■ **Exercise brief**:
State how many lines of the data contain the word "into", and write nothing besides the number.

--- Information provided Enclosed Below ---

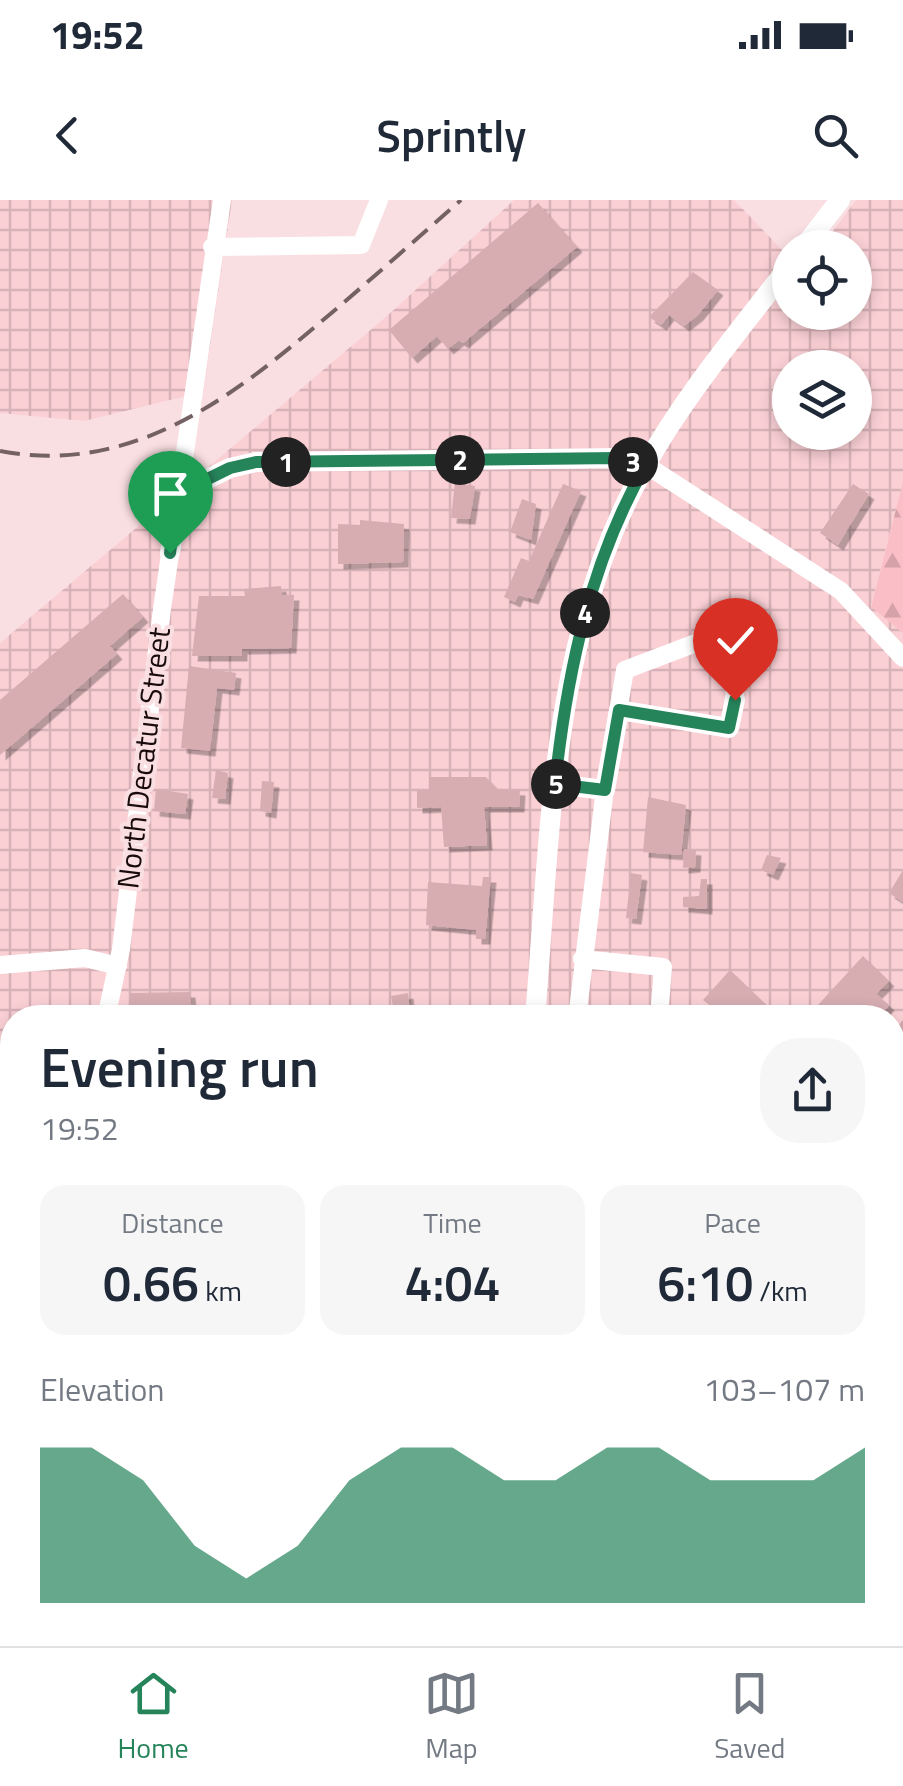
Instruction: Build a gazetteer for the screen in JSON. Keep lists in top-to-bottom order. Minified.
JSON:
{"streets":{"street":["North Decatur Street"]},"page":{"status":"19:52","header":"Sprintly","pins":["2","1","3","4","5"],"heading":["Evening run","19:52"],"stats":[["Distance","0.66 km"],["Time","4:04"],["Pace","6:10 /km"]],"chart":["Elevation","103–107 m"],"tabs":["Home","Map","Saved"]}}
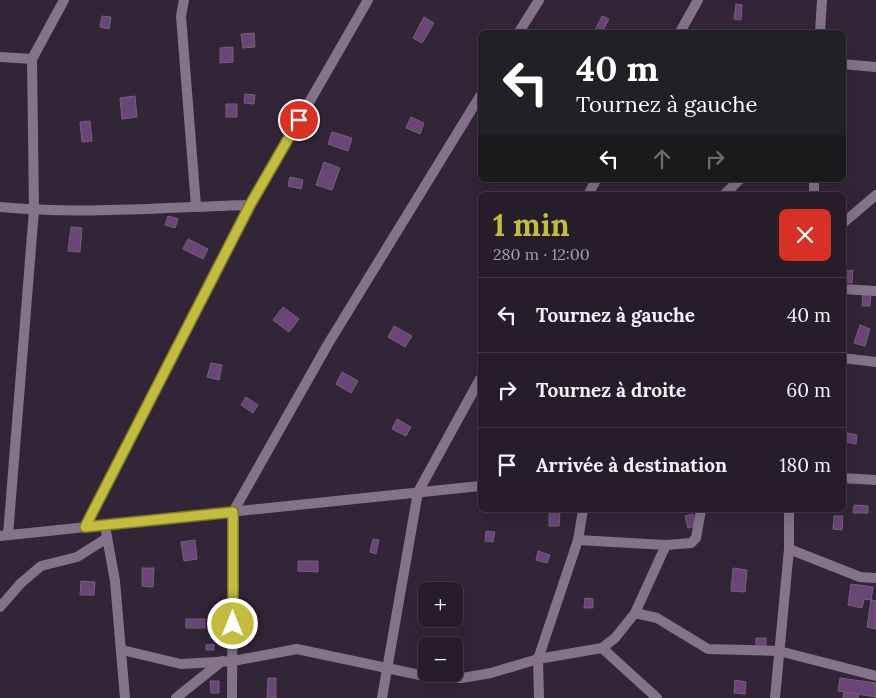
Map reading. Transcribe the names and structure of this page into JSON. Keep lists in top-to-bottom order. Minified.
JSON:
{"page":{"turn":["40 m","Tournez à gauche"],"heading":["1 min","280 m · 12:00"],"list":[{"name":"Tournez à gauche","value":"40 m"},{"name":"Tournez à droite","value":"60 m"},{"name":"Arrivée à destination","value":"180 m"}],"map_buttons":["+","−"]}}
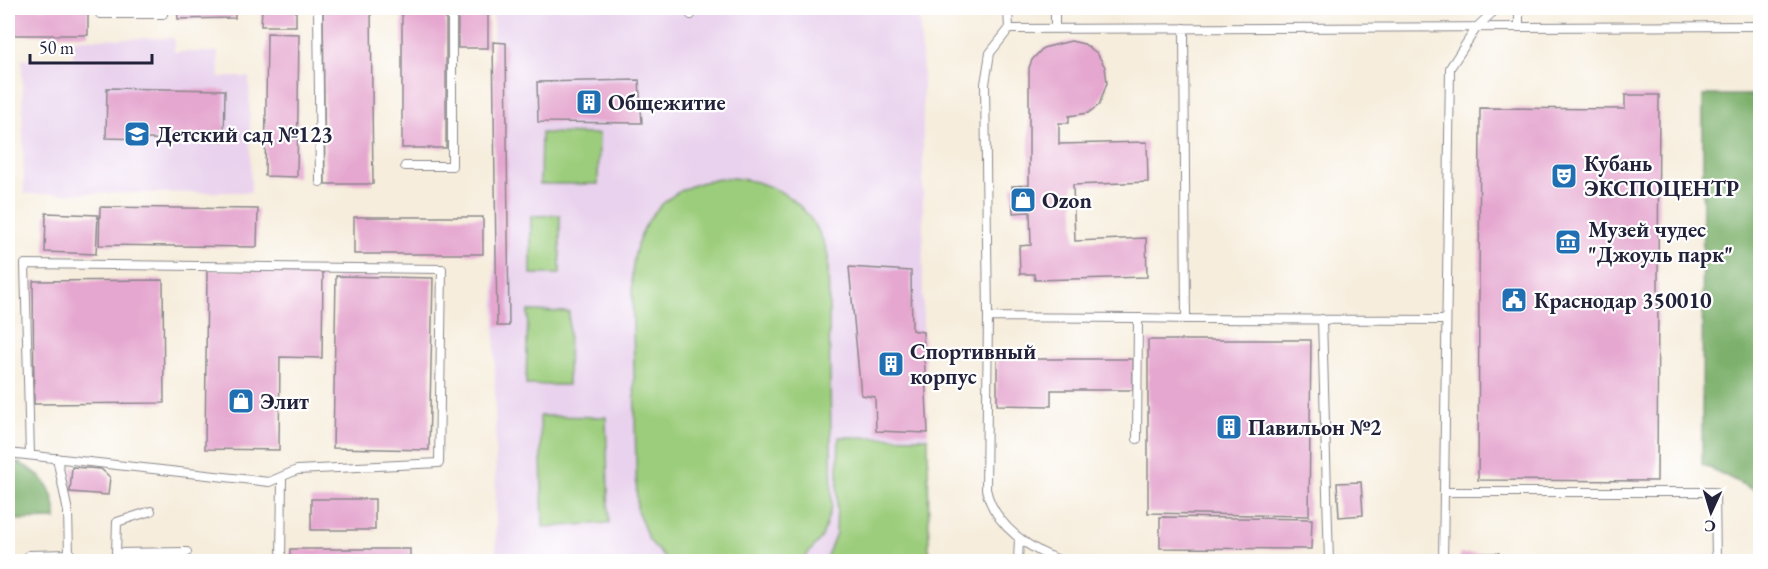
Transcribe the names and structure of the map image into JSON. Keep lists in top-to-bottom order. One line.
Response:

--- End of Enclosed Information provided ---

■ **Answer for this exercise**:
2